I can’t free you from your concern about the effects of mass sentimentality on the billions of people who choose TV as their news source any more than you can free those people from their assumedly inferior condition.
Fuck them, I say, and feed em fish heads. Work on keeping libraries free with free internet access for all and hope folks get the chance to use em.
If Santa don’t want the cookies, sure, I’ll eat em.
Usually, I’m the cynical voice in the crowd.
But surely it does matter, and surely both of us (see our sigs), despite all the evidence to the contrary, still cling to the dream of a better world, and of course both of us understand that in many cases the media’s servicing of the people’s love for mass mental masturbation is harmless enough… but the cumulative effects, as evidenced in last year’s presidential election, are toxic, and must be denounced, whatever the chances for change.

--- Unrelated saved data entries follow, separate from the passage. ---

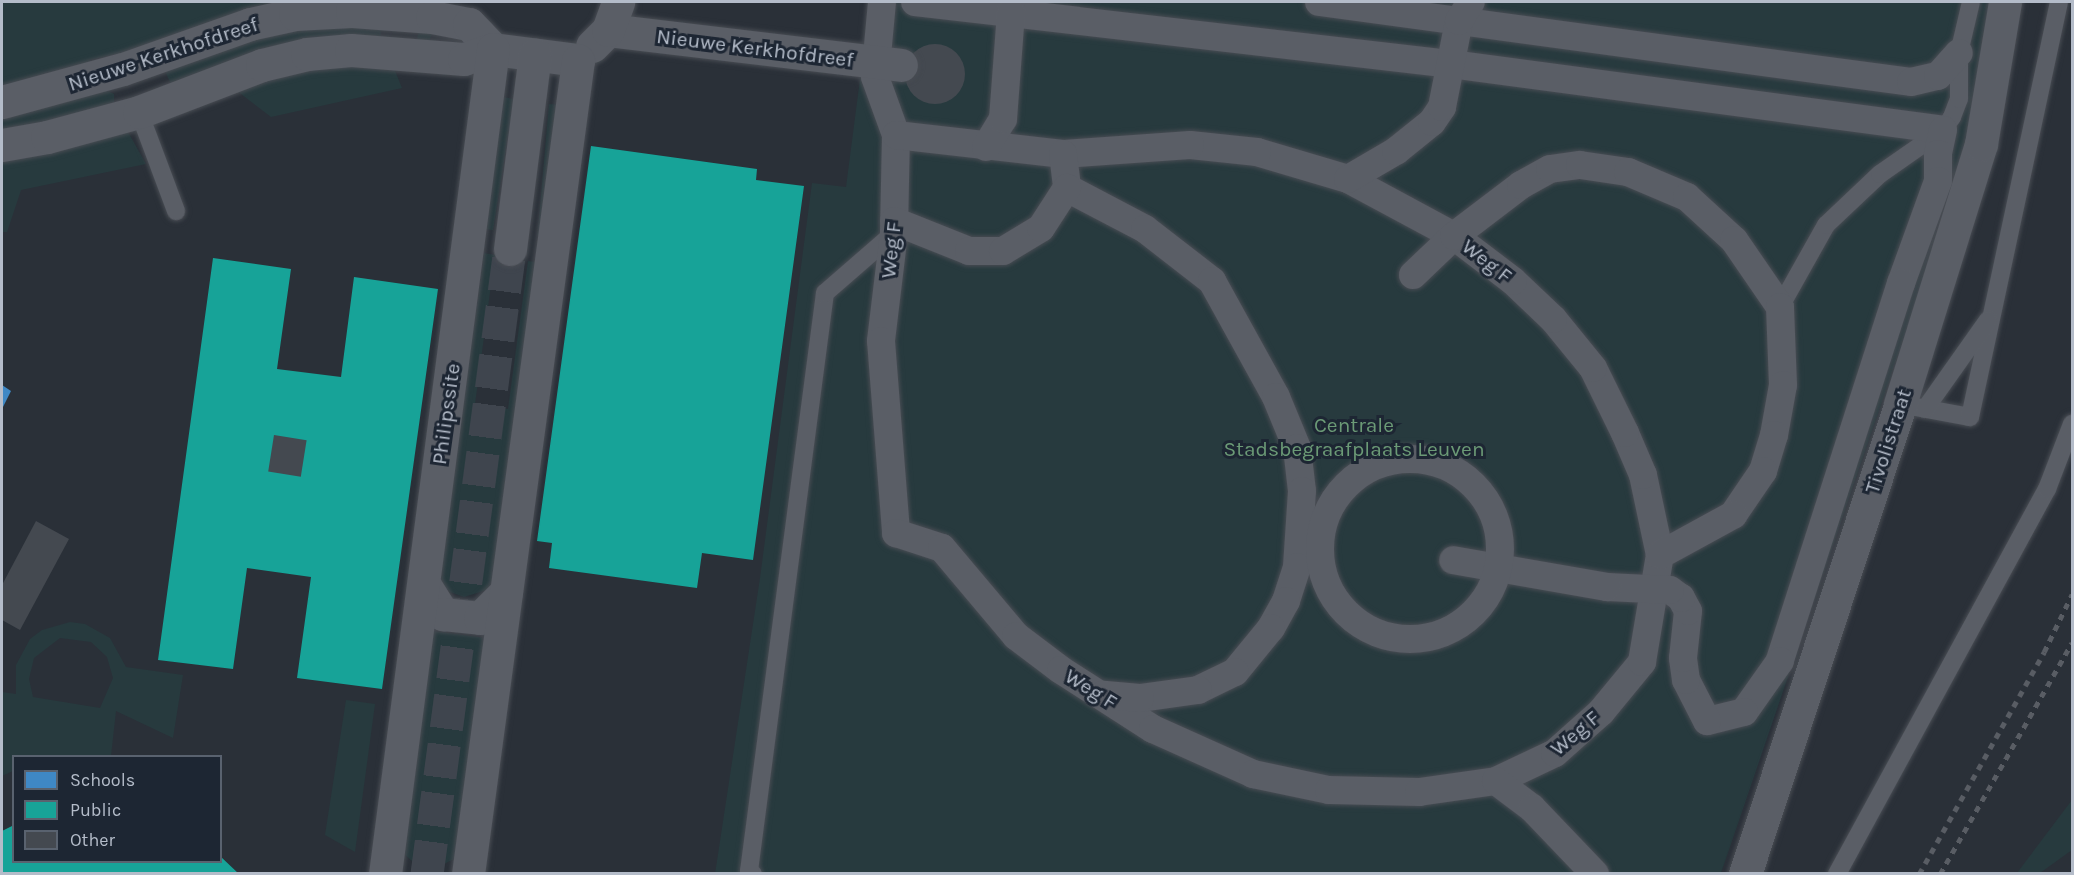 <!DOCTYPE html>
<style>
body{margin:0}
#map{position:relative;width:2074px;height:875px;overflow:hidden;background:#2a3038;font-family:Karla,sans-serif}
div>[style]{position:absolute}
.green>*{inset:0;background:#273a3e;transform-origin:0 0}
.schools>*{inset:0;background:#3f88c5}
.public>*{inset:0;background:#17a398}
.building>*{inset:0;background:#444950;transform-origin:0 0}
.round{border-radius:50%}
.minor-tunnel>*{height:33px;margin-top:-16.5px;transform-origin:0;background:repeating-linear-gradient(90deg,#3f454e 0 33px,transparent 0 49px)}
.roads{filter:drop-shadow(0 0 2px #484c53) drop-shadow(0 0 2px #484c53)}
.service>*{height:18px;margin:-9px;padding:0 9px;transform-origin:9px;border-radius:9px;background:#5a5e66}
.pedestrian>*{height:28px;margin:-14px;padding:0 14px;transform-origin:14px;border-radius:14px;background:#5a5e66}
.pedestrian>.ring{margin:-14px;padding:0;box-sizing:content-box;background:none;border:28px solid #5a5e66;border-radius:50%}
.minor>*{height:33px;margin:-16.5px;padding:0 16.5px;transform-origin:16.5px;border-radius:16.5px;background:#5a5e66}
.rail>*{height:4.5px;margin-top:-2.25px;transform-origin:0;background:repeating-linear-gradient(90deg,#595d64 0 6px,transparent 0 12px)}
span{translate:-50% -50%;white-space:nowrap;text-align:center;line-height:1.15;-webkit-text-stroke:6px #1d2633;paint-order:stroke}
.street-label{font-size:21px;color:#b4bcc9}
.park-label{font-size:21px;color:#6b9a76}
.frame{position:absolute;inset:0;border:3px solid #b4bcc9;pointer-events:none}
.legend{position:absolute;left:12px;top:755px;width:210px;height:108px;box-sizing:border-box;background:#1d2633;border:2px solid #59626f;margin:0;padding:8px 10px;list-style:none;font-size:18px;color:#b4bcc9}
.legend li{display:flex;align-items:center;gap:12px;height:30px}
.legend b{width:30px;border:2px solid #59626f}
</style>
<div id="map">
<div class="green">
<div style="clip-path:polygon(2px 2px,366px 2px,380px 20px,381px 36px,417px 40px,419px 28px,433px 32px,429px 41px,383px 41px,402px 88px,271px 117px,211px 71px,171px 84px,165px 71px,174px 43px,89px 60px,104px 89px,114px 94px,114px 107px,146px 164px,21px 190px,7px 232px,2px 232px)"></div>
<div style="clip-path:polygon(870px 2px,1994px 2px,1971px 141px,1721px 873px,715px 874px,760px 578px,812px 183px,846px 187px)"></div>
<div style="left:502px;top:97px;width:12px;height:133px;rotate:9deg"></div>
<div style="left:549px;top:104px;width:12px;height:132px;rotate:5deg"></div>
<div style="clip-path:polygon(484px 253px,495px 255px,475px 404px,508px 409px,528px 261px,537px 262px,493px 588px,464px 597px,450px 592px,439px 581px)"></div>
<div style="clip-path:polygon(evenodd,70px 622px,85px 624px,110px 638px,126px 667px,183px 675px,173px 738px,116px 711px,111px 756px,14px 756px,13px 771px,2px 776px,2px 692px,16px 694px,16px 665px,30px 639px,42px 630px,70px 622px,60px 638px,91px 642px,107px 657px,113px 678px,100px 708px,33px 697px,29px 679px,34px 658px,60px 638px)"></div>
<div style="clip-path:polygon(433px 631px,486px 638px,456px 858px,444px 864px,427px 865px,412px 861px,402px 852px)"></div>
<div style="clip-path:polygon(346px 700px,375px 704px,355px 852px,325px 835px)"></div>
<div style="clip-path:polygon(2072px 800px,2072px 850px,2040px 873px,2017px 873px)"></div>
</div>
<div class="schools">
<div style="clip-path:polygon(2px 385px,11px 391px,2px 409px)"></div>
</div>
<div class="public">
<div style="clip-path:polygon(591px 146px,757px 169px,756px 180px,804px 186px,753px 560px,702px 553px,697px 588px,549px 568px,552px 543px,537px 541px)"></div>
<div style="clip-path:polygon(213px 258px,291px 269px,277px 369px,341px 377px,354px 277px,438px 289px,382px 689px,297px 678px,311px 577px,247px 568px,233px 669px,158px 660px)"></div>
<div style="clip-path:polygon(14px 825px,14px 862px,220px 862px,220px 856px,239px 874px,2px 874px,2px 831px)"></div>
</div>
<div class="building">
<div class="round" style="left:905px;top:44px;width:60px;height:60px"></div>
<div style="left:274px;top:435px;width:33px;height:37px;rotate:9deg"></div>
<div style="clip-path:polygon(36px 521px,69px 539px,20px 630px,2px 620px,2px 585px)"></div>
</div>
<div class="minor-tunnel">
<div style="left:427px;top:874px;width:630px;rotate:-82.44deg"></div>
</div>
<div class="roads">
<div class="service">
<div style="left:139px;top:112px;width:106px;rotate:69.5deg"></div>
<div style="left:1780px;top:307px;width:94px;rotate:-60.7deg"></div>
<div style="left:1826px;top:225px;width:74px;rotate:-43.4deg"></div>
<div style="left:1880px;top:174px;width:77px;rotate:-34.9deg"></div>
<div style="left:1943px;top:130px;width:16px;rotate:-55deg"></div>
<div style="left:1952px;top:117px;width:19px;rotate:-69deg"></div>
<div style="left:1959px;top:99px;width:46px;rotate:-90deg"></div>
<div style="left:1959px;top:53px;width:52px;rotate:-76.8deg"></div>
<div style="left:1900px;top:404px;width:71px;rotate:10.5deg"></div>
<div style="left:1970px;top:417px;width:424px;rotate:-77.9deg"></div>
<div style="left:1925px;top:409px;width:109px;rotate:-54.7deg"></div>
<div style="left:753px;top:874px;width:5px;rotate:-143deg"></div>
<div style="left:749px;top:871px;width:583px;rotate:-82.51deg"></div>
<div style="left:825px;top:293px;width:91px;rotate:-41deg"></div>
<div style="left:1837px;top:874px;width:439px;rotate:-61.4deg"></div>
<div style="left:2047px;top:489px;width:70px;rotate:-69deg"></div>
</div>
<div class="pedestrian">
<div style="left:882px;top:2px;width:75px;rotate:95.3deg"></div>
<div style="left:875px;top:77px;width:62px;rotate:70.1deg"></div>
<div style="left:896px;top:135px;width:98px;rotate:91.2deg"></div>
<div style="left:894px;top:233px;width:109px;rotate:96.9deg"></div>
<div style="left:881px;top:341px;width:193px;rotate:85.5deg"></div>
<div style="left:896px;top:533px;width:48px;rotate:18.1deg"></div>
<div style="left:942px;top:548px;width:115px;rotate:49.9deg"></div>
<div style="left:1016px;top:636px;width:56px;rotate:37.1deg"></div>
<div style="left:1061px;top:670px;width:109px;rotate:32.7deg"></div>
<div style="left:1153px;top:729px;width:110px;rotate:24.2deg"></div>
<div style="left:1253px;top:774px;width:78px;rotate:11.9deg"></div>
<div style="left:1329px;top:790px;width:90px;rotate:1.3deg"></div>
<div style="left:1419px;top:792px;width:78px;rotate:-8.1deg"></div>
<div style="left:1496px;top:781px;width:65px;rotate:-25.4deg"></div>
<div style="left:1555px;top:753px;width:62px;rotate:-41.7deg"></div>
<div style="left:1601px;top:712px;width:65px;rotate:-50.6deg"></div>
<div style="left:1642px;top:662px;width:109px;rotate:-80.5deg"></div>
<div style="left:1660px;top:555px;width:82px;rotate:-102deg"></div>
<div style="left:1643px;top:475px;width:46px;rotate:-113.2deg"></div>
<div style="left:1625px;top:433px;width:72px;rotate:-116.2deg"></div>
<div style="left:1593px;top:368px;width:63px;rotate:-129.2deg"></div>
<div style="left:1553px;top:319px;width:55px;rotate:-136.5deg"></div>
<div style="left:1513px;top:281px;width:74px;rotate:-142.7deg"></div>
<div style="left:1454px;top:236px;width:120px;rotate:-151.7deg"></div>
<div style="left:1348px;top:179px;width:95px;rotate:-163.5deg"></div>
<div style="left:1257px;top:152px;width:67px;rotate:-174deg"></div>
<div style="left:1190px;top:145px;width:127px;rotate:175.9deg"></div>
<div style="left:1063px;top:154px;width:168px;rotate:-173.5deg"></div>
<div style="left:915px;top:2px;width:540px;rotate:6.6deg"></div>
<div style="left:1451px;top:64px;width:496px;rotate:7.6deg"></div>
<div style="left:1943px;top:130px;width:25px;rotate:102deg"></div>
<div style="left:1938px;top:154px;width:27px;rotate:90deg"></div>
<div style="left:1938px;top:181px;width:109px;rotate:109.9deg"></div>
<div style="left:1901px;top:283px;width:397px;rotate:107.8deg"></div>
<div style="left:1780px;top:661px;width:62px;rotate:125.2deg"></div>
<div style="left:1744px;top:712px;width:38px;rotate:166deg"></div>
<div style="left:1707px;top:721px;width:46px;rotate:-117.1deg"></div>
<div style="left:1686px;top:680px;width:22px;rotate:-98deg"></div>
<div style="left:1683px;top:658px;width:47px;rotate:-83.9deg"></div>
<div style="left:1688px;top:611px;width:15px;rotate:-118deg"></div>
<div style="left:1681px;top:598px;width:14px;rotate:-144deg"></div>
<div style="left:1670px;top:590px;width:63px;rotate:-177.3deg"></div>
<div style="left:1607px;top:587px;width:156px;rotate:-170.1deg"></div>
<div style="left:1319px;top:2px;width:597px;rotate:7.7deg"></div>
<div style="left:1911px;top:82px;width:28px;rotate:-13deg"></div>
<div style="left:1938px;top:76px;width:31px;rotate:-48deg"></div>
<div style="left:986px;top:147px;width:33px;rotate:-59deg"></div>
<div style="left:1003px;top:119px;width:107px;rotate:-85.7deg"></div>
<div style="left:1063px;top:154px;width:34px;rotate:83deg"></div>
<div style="left:1067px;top:188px;width:88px;rotate:27.7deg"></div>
<div style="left:1145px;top:229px;width:85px;rotate:37.8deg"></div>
<div style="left:1212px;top:281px;width:132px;rotate:61.1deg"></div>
<div style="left:1276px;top:397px;width:55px;rotate:67.6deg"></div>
<div style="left:1297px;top:448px;width:43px;rotate:83.4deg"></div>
<div style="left:1302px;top:491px;width:76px;rotate:93.8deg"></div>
<div style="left:1297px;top:567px;width:36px;rotate:108deg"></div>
<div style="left:1286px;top:601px;width:31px;rotate:119deg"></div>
<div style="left:1271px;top:628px;width:57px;rotate:129.3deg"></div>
<div style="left:1235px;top:672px;width:41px;rotate:154.1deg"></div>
<div style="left:1198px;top:690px;width:59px;rotate:172.1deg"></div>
<div style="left:1140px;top:698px;width:37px;rotate:-175deg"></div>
<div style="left:1348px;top:179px;width:56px;rotate:-30.3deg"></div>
<div style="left:1396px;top:151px;width:46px;rotate:-38.9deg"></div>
<div style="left:1432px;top:122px;width:18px;rotate:-56deg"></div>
<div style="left:1442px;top:107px;width:88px;rotate:-78.8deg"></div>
<div style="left:1459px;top:21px;width:22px;rotate:-58deg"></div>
<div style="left:894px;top:221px;width:81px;rotate:21.8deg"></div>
<div style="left:969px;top:251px;width:34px"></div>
<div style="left:1003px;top:251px;width:44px;rotate:-31.2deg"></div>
<div style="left:1041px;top:228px;width:48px;rotate:-57deg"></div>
<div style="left:1413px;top:275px;width:57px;rotate:-43.6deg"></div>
<div style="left:1454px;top:236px;width:84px;rotate:-37.3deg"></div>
<div style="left:1521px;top:185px;width:33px;rotate:-29deg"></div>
<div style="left:1550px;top:169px;width:30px;rotate:-8deg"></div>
<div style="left:1580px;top:165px;width:49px;rotate:8.3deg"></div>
<div style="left:1628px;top:172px;width:64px;rotate:23deg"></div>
<div style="left:1687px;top:197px;width:64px;rotate:42.5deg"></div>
<div style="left:1734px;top:240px;width:81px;rotate:55.5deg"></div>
<div style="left:1780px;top:307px;width:78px;rotate:87.8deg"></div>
<div style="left:1783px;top:385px;width:51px;rotate:100.2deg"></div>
<div style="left:1774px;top:435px;width:38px;rotate:107deg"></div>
<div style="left:1763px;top:471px;width:53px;rotate:124.3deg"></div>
<div style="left:1733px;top:515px;width:83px;rotate:151.3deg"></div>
<div class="ring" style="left:1320px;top:459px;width:152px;height:152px"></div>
<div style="left:1496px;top:781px;width:45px;rotate:36.9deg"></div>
<div style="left:1532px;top:808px;width:91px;rotate:46.3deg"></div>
</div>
<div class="minor">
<div style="left:608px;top:30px;width:295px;rotate:6.8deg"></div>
<div style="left:592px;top:46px;width:23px;rotate:-45deg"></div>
<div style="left:608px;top:30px;width:30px;rotate:-70deg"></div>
<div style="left:2px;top:102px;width:125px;rotate:-15.3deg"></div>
<div style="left:123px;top:69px;width:135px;rotate:-19.5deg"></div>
<div style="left:250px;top:24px;width:46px;rotate:-12.5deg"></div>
<div style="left:295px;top:14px;width:57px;rotate:-3deg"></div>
<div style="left:352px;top:11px;width:80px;rotate:4.3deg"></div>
<div style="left:432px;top:17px;width:38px;rotate:11deg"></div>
<div style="left:469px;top:24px;width:35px;rotate:46deg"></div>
<div style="left:2px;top:145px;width:46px;rotate:-10.1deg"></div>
<div style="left:47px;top:137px;width:95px;rotate:-15.2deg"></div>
<div style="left:139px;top:112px;width:132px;rotate:-20.9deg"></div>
<div style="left:262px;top:65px;width:46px;rotate:-13.7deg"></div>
<div style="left:307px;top:54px;width:44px;rotate:-5.2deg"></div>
<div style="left:351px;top:50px;width:113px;rotate:4.6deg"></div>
<div style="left:464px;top:59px;width:31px;rotate:-19deg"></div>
<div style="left:493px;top:49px;width:86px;rotate:7.4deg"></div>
<div style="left:510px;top:249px;width:196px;rotate:-82.7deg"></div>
<div style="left:424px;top:584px;width:36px;rotate:58deg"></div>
<div style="left:443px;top:614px;width:37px;rotate:6deg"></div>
<div style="left:480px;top:618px;width:37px;rotate:-45deg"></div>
<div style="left:385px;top:874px;width:832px;rotate:-82.54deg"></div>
<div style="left:468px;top:874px;width:821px;rotate:-82.3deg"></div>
<div style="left:1745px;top:874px;width:495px;rotate:-71.7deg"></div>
<div style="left:1900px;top:404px;width:272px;rotate:-72.7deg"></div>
<div style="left:1981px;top:144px;width:144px;rotate:-80.4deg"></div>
</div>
</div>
<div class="rail">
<div style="left:1919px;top:874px;width:255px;rotate:-60.6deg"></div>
<div style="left:2044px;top:652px;width:64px;rotate:-64.2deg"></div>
<div style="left:1940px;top:874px;width:266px;rotate:-60.3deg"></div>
</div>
<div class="street-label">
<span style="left:755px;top:48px;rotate:7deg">Nieuwe Kerkhofdreef</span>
<span style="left:163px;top:54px;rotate:-18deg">Nieuwe Kerkhofdreef</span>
<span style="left:891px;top:250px;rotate:-84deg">Weg F</span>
<span style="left:1487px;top:261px;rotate:38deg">Weg F</span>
<span style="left:446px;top:414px;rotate:-82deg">Philipssite</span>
<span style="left:1888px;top:441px;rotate:-72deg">Tivolistraat</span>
<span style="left:1091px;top:689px;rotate:32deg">Weg F</span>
<span style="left:1575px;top:733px;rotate:-40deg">Weg F</span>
</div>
<div class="park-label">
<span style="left:1354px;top:437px">Centrale<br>Stadsbegraafplaats Leuven</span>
</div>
<div class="frame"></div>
<ul class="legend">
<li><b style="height:16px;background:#3f88c5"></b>Schools</li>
<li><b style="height:16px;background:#17a398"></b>Public</li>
<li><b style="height:16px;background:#444950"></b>Other</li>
</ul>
</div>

And now, I need to go inside, out of this wind, and wipe the spittal off my face.
Cheers.
since it was just the latest example of wall-to-wall coverage that (a) to a large degree defined how we were SUPPOSED to view it, and (b) crowded out so much other news.
I had my 9th graders examine the effects of w-2-w tv coverage. Some looked at other events, as well.
Some, Africa-American, were angry that the life and death of Jonny Cochran got short shrift, between Terri Schiavo and the Pope. Some pointed at events in Iraq that were blotted out, others pointed to other stories here at home.
It was interesting to see how many, even among those not particularly academically oriented, resented being manipulated by what was being covered.
FWIW
thanks jerome for this diary. Good place to finally get out my frustration again at cable entertainment who pretend to be news organizations. I haven’t even been able to watch Keith Olberman these last few weeks. For supposedly being a humble man this whole spectacle is just vulgar and in poor taste to my way of thinking. Like anything else this could have been completely covered without blacking out all other news but then cable isn’t about news anymore but entertainment and high drama.
I’m sure by now everyone who has been watching believes the guy to be a saint. Forget the absence of leadership on the whole pedophile priests scandal that rocked the viewers and catholics alike. Forget that the pope continued to believe women were second class citizens and anyone who can say gays are evil simply can not qualify as a saint of any kind.
The only bit of good news I’ve read is that apparently Bush was booed by some in the crowd at this whole circus. And that Clinton was greeted with pretty much open arms again when he went out walking several times in Rome. While bush of course is under lock/key.